*What is required:*
From the entries below, copy each line in which the word "addColorStop" occurs.

*** Dataset Section Begins ***

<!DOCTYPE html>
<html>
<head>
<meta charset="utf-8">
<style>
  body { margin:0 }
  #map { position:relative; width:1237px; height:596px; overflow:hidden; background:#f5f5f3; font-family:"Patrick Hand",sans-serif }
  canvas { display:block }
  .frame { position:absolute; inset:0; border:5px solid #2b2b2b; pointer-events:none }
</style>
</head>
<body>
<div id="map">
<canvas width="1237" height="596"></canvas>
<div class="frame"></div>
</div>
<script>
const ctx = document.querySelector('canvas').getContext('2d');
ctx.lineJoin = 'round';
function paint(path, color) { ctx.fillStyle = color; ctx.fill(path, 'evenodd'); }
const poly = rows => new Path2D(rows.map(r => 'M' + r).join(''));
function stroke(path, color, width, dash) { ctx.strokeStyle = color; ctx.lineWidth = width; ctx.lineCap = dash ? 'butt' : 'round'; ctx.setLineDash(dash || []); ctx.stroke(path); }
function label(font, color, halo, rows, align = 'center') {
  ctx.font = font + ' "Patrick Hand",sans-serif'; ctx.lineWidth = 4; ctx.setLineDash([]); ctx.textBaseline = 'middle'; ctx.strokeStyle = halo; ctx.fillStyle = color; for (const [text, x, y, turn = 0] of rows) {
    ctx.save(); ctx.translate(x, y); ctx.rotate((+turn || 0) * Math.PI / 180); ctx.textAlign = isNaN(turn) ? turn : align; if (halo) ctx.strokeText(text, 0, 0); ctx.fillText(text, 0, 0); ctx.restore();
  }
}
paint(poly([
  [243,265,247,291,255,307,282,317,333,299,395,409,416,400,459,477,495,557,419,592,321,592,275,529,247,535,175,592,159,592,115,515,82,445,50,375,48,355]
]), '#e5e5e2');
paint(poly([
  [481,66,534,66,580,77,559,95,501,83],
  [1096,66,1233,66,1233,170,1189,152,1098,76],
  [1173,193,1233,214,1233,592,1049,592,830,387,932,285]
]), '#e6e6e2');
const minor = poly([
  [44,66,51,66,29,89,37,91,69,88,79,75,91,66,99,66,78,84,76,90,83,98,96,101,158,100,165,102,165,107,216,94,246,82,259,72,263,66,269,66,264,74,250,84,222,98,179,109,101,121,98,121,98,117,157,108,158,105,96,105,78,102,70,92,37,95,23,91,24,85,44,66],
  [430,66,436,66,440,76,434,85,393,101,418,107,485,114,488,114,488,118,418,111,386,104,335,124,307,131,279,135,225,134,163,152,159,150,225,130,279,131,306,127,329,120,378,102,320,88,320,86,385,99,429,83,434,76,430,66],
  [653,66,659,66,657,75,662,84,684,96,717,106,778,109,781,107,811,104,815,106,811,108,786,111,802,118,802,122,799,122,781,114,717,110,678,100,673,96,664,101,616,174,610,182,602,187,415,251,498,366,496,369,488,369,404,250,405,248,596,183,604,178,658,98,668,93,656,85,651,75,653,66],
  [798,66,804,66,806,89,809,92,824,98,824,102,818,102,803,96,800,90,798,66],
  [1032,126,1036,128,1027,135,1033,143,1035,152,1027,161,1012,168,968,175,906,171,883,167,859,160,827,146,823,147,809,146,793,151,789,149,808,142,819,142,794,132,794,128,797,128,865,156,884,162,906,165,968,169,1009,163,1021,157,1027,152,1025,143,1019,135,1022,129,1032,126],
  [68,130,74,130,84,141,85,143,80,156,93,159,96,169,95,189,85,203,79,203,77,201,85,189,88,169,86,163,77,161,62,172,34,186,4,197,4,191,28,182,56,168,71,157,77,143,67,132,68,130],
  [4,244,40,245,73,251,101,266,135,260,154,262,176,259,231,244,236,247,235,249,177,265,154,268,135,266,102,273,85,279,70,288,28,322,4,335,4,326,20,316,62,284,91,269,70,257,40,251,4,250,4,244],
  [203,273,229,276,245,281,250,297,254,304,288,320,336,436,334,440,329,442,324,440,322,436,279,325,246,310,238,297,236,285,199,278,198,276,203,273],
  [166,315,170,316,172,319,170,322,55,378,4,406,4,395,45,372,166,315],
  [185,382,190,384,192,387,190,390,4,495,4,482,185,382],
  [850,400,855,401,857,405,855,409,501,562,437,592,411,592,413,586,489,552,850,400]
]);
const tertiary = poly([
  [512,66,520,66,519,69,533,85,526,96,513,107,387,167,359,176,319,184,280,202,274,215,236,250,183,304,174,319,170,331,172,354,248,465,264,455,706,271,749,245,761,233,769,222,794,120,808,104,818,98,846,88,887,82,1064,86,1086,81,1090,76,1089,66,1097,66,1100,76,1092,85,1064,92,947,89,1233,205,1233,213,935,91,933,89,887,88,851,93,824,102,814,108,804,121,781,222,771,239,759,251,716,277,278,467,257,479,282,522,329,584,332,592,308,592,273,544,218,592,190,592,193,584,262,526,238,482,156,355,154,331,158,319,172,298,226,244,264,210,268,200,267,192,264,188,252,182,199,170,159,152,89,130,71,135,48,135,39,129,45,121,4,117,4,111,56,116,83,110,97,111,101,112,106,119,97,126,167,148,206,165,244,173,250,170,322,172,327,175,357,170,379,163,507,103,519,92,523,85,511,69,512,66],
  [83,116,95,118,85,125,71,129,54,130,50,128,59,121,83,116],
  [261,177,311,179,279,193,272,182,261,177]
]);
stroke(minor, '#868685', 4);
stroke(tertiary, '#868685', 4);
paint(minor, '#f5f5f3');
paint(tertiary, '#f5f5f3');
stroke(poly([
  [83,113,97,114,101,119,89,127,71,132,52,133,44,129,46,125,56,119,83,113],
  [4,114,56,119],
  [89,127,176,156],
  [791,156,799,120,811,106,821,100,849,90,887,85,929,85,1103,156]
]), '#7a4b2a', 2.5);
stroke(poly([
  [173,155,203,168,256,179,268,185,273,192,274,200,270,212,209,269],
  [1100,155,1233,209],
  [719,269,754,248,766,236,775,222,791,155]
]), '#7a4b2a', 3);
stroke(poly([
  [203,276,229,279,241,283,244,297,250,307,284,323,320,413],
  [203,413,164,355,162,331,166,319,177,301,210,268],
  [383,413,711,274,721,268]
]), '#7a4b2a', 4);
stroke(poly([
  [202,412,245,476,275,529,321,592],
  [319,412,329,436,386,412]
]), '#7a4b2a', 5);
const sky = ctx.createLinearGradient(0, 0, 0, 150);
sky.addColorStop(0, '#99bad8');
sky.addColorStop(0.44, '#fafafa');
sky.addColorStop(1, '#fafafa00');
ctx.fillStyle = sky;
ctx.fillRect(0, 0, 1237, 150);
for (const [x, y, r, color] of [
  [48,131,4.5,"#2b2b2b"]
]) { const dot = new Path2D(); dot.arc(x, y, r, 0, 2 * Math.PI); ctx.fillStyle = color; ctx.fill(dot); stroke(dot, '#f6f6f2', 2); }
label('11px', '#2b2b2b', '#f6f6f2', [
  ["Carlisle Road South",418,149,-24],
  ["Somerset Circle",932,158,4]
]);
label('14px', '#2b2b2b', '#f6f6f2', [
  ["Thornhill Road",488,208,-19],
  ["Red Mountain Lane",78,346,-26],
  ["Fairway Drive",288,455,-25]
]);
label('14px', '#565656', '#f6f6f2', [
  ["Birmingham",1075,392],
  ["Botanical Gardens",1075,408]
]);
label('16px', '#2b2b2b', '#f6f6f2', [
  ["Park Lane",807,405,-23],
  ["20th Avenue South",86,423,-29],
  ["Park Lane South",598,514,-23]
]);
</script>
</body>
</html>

*** Dataset Section Ends ***

*Reply:*
sky.addColorStop(0, '#99bad8');
sky.addColorStop(0.44, '#fafafa');
sky.addColorStop(1, '#fafafa00');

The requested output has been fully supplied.